WHAT THE TASK REQUIRES: Without omitting anything, retype the data that follows.

EXERCISE DATA:
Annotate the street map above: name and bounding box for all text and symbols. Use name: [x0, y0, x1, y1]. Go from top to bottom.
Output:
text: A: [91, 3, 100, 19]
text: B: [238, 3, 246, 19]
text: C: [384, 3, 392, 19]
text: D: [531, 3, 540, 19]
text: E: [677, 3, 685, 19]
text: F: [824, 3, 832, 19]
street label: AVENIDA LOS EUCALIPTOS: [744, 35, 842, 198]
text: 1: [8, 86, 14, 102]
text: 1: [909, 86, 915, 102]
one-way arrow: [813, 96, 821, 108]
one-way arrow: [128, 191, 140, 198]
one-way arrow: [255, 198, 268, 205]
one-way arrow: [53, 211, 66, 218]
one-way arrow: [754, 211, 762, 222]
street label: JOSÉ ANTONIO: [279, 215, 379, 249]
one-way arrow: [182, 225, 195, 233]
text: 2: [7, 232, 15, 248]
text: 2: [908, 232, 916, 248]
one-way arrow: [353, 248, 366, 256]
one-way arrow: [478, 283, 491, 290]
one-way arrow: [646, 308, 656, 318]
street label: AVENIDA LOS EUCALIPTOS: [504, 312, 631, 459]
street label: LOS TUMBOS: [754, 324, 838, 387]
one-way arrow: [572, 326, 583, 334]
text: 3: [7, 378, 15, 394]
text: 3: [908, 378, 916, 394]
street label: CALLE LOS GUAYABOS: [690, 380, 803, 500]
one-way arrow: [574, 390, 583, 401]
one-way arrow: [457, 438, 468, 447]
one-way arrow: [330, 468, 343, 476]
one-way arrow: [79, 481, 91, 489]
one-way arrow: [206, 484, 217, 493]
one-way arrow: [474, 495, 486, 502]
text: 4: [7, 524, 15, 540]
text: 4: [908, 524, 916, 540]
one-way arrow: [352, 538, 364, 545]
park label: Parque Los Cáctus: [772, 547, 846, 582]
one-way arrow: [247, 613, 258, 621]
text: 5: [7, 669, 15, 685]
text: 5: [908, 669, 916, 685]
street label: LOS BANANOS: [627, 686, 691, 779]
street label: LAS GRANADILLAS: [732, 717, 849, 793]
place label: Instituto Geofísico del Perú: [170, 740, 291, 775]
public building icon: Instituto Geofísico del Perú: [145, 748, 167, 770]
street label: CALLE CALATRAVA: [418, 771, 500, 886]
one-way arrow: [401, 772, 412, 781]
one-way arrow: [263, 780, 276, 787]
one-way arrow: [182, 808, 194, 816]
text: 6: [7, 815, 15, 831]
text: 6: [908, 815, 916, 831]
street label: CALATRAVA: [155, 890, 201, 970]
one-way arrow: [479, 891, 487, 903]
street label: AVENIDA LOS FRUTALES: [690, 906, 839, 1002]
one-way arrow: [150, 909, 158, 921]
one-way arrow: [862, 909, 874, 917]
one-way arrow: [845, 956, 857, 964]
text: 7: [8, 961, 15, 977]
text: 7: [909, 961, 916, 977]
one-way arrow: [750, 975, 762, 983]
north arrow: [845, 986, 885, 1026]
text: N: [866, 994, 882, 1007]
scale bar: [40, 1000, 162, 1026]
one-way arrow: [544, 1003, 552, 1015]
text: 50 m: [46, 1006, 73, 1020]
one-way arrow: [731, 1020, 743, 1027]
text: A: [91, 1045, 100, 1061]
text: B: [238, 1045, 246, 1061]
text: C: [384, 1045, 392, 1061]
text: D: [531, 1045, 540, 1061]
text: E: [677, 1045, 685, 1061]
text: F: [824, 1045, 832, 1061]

SOLVED PROBLEM:
Annotate the street map above: name and bounding box for all text and symbols. Use name: [x0, y0, x1, y1]. Go from top to bottom.
Output:
text: A: [91, 3, 100, 19]
text: B: [238, 3, 246, 19]
text: C: [384, 3, 392, 19]
text: D: [531, 3, 540, 19]
text: E: [677, 3, 685, 19]
text: F: [824, 3, 832, 19]
street label: AVENIDA LOS EUCALIPTOS: [744, 35, 842, 198]
text: 1: [8, 86, 14, 102]
text: 1: [909, 86, 915, 102]
one-way arrow: [813, 96, 821, 108]
one-way arrow: [128, 191, 140, 198]
one-way arrow: [255, 198, 268, 205]
one-way arrow: [53, 211, 66, 218]
one-way arrow: [754, 211, 762, 222]
street label: JOSÉ ANTONIO: [279, 215, 379, 249]
one-way arrow: [182, 225, 195, 233]
text: 2: [7, 232, 15, 248]
text: 2: [908, 232, 916, 248]
one-way arrow: [353, 248, 366, 256]
one-way arrow: [478, 283, 491, 290]
one-way arrow: [646, 308, 656, 318]
street label: AVENIDA LOS EUCALIPTOS: [504, 312, 631, 459]
street label: LOS TUMBOS: [754, 324, 838, 387]
one-way arrow: [572, 326, 583, 334]
text: 3: [7, 378, 15, 394]
text: 3: [908, 378, 916, 394]
street label: CALLE LOS GUAYABOS: [690, 380, 803, 500]
one-way arrow: [574, 390, 583, 401]
one-way arrow: [457, 438, 468, 447]
one-way arrow: [330, 468, 343, 476]
one-way arrow: [79, 481, 91, 489]
one-way arrow: [206, 484, 217, 493]
one-way arrow: [474, 495, 486, 502]
text: 4: [7, 524, 15, 540]
text: 4: [908, 524, 916, 540]
one-way arrow: [352, 538, 364, 545]
park label: Parque Los Cáctus: [772, 547, 846, 582]
one-way arrow: [247, 613, 258, 621]
text: 5: [7, 669, 15, 685]
text: 5: [908, 669, 916, 685]
street label: LOS BANANOS: [627, 686, 691, 779]
street label: LAS GRANADILLAS: [732, 717, 849, 793]
place label: Instituto Geofísico del Perú: [170, 740, 291, 775]
public building icon: Instituto Geofísico del Perú: [145, 748, 167, 770]
street label: CALLE CALATRAVA: [418, 771, 500, 886]
one-way arrow: [401, 772, 412, 781]
one-way arrow: [263, 780, 276, 787]
one-way arrow: [182, 808, 194, 816]
text: 6: [7, 815, 15, 831]
text: 6: [908, 815, 916, 831]
street label: CALATRAVA: [155, 890, 201, 970]
one-way arrow: [479, 891, 487, 903]
street label: AVENIDA LOS FRUTALES: [690, 906, 839, 1002]
one-way arrow: [150, 909, 158, 921]
one-way arrow: [862, 909, 874, 917]
one-way arrow: [845, 956, 857, 964]
text: 7: [8, 961, 15, 977]
text: 7: [909, 961, 916, 977]
one-way arrow: [750, 975, 762, 983]
north arrow: [845, 986, 885, 1026]
text: N: [866, 994, 882, 1007]
scale bar: [40, 1000, 162, 1026]
one-way arrow: [544, 1003, 552, 1015]
text: 50 m: [46, 1006, 73, 1020]
one-way arrow: [731, 1020, 743, 1027]
text: A: [91, 1045, 100, 1061]
text: B: [238, 1045, 246, 1061]
text: C: [384, 1045, 392, 1061]
text: D: [531, 1045, 540, 1061]
text: E: [677, 1045, 685, 1061]
text: F: [824, 1045, 832, 1061]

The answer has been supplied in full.